17 Você lhes dirá estas palavras: Que meus olhos derramem lágrimas, noite e dia sem parar, pela terrível desgraça da capital do meu povo, por sua ferida incurável.

18 Se saio para o campo, aí estão os transpassados pela espada; se entro na cidade, aí está o horror da fome. Tanto o profeta como o sacerdote percorrem o país, e não sabem o que fazer.
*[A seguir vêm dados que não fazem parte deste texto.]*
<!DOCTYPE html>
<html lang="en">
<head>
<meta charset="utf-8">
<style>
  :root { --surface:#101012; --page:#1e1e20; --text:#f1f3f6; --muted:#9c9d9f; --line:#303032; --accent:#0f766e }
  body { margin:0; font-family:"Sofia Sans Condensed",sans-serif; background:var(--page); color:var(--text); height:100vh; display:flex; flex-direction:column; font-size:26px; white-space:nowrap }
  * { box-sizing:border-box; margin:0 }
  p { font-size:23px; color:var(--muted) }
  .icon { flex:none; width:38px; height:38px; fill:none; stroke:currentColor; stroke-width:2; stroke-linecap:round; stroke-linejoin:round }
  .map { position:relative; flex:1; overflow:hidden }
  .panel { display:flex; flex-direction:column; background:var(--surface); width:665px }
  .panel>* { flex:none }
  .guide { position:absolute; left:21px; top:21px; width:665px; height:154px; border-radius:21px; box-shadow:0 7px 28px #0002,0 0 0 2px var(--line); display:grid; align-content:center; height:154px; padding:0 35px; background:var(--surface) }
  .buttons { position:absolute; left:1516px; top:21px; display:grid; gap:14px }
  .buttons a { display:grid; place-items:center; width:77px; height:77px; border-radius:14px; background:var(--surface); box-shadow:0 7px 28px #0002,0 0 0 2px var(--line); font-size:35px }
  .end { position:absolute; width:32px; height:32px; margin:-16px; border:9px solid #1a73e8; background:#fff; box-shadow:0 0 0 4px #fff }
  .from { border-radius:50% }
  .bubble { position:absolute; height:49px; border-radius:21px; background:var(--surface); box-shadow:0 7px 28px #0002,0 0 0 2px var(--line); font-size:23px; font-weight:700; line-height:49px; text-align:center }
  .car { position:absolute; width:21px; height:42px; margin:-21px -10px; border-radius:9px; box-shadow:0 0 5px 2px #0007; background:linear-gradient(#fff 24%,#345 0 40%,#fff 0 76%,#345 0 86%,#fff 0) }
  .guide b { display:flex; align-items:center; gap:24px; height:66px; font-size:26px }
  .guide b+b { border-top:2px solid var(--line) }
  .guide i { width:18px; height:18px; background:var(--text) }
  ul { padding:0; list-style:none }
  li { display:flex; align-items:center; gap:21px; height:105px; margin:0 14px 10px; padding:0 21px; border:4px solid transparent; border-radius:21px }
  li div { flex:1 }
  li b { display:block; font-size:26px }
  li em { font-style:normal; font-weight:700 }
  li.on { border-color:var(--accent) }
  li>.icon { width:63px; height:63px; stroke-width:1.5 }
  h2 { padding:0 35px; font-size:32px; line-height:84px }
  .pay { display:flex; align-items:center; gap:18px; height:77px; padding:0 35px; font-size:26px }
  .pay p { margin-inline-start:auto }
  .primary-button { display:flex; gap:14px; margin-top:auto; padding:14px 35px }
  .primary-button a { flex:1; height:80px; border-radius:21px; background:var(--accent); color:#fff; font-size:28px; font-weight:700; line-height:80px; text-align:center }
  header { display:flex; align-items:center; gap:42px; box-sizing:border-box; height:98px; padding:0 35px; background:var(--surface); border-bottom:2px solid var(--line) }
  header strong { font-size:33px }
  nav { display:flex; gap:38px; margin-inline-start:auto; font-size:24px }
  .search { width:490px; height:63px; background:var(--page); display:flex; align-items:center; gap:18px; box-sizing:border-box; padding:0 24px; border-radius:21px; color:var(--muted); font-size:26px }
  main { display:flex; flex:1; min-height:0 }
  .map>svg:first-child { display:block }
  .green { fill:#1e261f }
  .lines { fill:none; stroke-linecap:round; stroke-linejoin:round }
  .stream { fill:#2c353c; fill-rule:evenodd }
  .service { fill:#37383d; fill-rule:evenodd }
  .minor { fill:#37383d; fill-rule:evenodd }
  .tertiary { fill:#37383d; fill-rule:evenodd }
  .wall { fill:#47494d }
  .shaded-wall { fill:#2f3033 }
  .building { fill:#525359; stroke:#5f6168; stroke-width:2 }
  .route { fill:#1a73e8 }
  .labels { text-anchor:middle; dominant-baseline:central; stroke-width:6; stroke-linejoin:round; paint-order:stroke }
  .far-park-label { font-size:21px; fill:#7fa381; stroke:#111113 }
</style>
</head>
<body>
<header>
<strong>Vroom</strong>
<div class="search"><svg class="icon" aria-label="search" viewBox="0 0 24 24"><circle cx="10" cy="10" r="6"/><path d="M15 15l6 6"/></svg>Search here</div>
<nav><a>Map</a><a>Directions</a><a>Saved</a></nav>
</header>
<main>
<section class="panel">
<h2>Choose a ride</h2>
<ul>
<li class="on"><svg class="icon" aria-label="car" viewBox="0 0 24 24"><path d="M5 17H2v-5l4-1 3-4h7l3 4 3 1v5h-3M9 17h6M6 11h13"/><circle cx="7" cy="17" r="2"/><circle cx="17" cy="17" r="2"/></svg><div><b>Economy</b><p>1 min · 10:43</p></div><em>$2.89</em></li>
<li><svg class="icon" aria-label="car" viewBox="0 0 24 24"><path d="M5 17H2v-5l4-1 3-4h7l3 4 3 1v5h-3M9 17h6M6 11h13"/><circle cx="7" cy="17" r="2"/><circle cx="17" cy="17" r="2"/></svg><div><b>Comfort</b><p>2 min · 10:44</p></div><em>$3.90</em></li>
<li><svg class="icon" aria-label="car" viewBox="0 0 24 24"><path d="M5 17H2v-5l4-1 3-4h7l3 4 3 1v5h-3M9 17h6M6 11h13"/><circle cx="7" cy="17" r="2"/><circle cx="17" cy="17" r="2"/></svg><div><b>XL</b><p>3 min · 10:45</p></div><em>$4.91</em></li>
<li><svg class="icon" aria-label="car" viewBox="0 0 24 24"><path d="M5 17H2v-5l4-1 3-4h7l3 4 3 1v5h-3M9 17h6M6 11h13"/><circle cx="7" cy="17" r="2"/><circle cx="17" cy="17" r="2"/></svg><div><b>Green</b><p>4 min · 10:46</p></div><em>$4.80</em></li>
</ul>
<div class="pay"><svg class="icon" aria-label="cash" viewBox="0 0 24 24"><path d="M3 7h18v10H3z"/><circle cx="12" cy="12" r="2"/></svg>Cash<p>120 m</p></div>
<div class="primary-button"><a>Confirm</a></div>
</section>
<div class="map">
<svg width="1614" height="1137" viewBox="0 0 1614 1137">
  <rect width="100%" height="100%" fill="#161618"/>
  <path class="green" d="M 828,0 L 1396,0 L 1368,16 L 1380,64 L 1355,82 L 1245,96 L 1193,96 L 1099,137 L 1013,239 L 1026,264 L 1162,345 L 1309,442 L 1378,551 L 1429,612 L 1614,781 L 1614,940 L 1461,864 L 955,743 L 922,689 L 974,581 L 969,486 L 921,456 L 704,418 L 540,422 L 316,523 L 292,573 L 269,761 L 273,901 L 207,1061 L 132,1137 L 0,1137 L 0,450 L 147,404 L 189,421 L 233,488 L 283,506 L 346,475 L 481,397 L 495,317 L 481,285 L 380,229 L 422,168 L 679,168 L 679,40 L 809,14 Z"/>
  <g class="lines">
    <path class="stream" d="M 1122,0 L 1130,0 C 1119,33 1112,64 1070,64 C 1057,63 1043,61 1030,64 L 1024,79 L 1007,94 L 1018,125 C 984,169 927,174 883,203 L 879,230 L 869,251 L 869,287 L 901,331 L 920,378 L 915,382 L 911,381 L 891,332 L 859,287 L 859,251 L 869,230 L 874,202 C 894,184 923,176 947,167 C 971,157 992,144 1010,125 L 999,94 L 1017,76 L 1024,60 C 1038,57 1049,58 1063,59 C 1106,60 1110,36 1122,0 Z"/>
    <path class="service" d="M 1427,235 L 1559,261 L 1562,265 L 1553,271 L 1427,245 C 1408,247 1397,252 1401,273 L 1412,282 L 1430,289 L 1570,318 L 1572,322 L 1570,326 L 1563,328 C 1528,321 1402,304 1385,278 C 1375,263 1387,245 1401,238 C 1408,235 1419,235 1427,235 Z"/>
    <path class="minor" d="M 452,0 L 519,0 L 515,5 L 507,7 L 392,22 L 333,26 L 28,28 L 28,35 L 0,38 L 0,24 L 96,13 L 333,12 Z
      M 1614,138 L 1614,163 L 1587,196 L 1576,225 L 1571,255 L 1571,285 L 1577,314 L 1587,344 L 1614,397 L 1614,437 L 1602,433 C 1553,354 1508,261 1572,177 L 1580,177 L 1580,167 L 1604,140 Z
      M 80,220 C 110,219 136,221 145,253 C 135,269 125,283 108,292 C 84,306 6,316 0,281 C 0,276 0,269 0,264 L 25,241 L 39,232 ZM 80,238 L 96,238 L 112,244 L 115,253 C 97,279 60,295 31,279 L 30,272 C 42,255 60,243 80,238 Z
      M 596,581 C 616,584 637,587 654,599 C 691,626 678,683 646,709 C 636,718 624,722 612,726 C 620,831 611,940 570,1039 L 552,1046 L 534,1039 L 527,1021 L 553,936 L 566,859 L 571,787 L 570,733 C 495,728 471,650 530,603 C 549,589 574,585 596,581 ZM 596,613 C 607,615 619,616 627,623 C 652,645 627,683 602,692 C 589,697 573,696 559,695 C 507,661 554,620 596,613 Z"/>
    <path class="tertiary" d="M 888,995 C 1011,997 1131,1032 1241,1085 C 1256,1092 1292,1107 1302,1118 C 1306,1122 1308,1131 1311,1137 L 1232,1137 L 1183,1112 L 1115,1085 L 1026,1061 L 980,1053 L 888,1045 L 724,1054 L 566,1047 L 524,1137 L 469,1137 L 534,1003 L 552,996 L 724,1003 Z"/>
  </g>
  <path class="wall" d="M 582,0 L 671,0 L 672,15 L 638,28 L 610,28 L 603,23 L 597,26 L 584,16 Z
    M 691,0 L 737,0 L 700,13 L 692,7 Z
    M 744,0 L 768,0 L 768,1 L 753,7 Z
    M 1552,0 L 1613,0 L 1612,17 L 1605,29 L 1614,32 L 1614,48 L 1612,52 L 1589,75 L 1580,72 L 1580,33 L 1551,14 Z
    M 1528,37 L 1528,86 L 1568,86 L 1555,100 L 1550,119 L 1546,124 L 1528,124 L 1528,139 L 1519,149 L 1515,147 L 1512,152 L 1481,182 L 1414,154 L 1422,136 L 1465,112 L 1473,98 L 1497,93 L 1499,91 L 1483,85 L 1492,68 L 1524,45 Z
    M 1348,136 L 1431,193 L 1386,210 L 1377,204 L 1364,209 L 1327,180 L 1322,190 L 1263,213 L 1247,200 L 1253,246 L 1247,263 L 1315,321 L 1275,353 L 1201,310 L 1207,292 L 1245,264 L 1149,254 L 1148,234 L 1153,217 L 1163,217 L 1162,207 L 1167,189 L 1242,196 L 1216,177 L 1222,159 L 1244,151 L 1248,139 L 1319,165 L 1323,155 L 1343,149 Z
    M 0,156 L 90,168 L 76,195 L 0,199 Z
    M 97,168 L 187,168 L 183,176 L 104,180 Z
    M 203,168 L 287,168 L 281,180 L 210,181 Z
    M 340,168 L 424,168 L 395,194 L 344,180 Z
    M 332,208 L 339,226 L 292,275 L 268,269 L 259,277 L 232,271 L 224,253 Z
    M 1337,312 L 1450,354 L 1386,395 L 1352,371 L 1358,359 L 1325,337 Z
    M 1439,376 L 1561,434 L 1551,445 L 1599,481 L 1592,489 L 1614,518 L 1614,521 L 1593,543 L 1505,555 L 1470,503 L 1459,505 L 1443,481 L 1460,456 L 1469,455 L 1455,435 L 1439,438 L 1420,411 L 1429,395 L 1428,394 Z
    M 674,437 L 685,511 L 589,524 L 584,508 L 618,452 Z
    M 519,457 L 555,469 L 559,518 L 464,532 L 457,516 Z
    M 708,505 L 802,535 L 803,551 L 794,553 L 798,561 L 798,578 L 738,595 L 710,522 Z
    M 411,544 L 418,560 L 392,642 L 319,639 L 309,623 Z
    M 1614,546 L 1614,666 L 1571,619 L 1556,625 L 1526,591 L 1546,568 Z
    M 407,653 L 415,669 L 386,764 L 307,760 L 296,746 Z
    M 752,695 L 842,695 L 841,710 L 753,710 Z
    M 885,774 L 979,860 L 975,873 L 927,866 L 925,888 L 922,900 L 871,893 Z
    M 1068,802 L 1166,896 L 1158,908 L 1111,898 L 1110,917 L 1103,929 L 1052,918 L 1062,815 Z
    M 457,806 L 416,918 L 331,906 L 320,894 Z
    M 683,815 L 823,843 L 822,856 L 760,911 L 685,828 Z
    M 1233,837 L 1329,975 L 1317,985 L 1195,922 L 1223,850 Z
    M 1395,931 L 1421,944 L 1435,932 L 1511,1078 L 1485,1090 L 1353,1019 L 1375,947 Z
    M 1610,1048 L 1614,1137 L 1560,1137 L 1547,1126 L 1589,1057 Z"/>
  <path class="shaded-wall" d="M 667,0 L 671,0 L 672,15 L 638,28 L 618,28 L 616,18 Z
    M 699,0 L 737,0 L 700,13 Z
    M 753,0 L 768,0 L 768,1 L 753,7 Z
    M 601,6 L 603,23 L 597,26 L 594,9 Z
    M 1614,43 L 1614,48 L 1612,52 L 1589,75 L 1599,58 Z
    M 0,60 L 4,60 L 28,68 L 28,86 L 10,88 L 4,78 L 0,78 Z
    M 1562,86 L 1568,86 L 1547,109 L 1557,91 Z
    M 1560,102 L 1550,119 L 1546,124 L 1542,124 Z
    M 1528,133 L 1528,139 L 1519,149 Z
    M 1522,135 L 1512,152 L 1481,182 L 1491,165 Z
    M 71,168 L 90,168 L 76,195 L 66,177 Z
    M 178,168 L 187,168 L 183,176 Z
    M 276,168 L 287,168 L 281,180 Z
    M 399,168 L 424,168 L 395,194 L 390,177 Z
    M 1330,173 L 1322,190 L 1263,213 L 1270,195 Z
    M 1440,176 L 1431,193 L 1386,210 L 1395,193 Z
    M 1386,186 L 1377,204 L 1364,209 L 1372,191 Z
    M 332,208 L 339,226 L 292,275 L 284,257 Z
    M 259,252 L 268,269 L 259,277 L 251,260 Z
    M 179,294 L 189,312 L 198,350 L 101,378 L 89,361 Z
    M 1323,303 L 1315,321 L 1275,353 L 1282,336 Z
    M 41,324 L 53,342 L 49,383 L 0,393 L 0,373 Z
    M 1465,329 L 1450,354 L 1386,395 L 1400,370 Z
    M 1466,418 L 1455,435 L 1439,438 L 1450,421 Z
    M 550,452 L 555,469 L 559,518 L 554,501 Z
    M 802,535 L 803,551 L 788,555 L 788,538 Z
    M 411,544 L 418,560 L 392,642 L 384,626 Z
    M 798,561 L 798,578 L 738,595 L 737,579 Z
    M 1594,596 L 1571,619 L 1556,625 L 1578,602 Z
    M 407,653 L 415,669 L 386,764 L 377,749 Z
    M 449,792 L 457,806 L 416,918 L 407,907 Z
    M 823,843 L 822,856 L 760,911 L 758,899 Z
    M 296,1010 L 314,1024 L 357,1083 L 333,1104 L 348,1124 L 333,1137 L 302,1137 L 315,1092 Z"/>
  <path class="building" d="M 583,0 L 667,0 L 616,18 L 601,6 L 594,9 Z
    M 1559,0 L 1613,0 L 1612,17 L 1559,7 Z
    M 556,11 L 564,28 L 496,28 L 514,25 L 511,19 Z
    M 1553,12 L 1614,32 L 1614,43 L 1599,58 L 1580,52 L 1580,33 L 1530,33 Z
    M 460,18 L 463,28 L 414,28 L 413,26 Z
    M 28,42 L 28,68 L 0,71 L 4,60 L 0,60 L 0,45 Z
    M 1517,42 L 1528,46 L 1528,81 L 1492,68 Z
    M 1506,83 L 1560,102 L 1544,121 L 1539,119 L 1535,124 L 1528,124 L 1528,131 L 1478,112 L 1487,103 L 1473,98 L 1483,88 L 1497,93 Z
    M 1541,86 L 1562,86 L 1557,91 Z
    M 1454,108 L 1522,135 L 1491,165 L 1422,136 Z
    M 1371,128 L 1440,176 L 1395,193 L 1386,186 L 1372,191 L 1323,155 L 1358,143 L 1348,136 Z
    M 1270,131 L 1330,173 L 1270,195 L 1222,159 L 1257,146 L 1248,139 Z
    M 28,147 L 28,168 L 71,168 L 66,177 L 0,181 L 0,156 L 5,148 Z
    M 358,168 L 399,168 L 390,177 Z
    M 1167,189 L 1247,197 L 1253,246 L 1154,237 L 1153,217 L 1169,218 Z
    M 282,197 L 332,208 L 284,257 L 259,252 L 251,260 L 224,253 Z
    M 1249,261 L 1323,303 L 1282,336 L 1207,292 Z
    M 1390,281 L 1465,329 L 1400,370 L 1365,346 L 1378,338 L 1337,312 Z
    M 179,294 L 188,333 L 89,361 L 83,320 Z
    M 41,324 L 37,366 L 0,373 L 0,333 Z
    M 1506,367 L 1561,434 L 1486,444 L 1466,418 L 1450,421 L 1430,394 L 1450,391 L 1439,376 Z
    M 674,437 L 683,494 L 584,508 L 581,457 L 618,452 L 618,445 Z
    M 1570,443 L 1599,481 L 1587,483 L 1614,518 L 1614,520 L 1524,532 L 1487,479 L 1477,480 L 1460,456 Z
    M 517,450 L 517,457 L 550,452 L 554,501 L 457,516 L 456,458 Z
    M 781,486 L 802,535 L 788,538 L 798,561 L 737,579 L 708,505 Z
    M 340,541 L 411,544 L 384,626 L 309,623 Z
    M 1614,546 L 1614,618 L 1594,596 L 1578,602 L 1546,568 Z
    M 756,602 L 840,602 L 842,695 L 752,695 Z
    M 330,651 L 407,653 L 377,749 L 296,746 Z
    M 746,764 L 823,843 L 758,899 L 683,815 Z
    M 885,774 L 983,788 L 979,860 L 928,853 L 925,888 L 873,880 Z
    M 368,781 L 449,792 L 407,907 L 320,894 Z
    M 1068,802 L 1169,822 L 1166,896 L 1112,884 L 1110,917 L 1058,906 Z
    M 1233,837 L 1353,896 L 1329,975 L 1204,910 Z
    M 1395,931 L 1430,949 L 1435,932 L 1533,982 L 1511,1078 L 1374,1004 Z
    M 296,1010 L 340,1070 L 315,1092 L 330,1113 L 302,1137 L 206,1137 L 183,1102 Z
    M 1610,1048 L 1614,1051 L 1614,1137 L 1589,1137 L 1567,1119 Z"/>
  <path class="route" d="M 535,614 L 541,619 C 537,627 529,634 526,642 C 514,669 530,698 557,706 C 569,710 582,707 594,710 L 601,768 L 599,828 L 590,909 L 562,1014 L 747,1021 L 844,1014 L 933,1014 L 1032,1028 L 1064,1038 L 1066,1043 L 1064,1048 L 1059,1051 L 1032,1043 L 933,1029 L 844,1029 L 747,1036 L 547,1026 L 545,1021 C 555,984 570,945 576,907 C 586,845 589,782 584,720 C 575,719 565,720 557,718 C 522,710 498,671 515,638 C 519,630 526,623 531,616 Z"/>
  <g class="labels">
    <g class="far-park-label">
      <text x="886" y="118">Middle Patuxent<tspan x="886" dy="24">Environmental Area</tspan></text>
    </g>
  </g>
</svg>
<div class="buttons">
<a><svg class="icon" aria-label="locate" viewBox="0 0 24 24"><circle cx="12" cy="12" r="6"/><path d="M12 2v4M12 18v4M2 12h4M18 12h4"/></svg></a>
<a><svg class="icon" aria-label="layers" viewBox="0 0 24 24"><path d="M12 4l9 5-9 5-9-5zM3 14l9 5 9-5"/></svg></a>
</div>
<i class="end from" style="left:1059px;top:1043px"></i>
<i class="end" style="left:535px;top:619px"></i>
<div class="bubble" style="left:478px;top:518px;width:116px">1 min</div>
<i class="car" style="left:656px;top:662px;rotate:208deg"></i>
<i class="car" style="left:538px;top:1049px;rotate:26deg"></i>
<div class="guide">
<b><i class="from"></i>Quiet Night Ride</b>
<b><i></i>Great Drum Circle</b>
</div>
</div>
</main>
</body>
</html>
19 Javé, será que rejeitaste completamente Judá? Será que sentes nojo de Sião? Por que nos feriste, sem que haja quem nos cure? Esperávamos a paz, e nada de bom acontece; esperávamos o tempo da salvação, e aí está o terror.

20 Nós reconhecemos, Javé, a nossa culpa e a culpa dos nossos antepassados: nós pecamos contra ti.

21 Mas, por causa do teu nome, não nos abandones, não humilhes o trono da tua glória. Lembra-te! Não quebres a Aliança que fizeste conosco.

22 Entre os ídolos vazios das nações, existe por acaso algum que mande a chuva? Ou será o céu que nos dá sozinho a chuva grossa? Não és tu que fazes isso, Javé nosso Deus? Em ti nós esperamos, porque és tu que fazes tudo isso.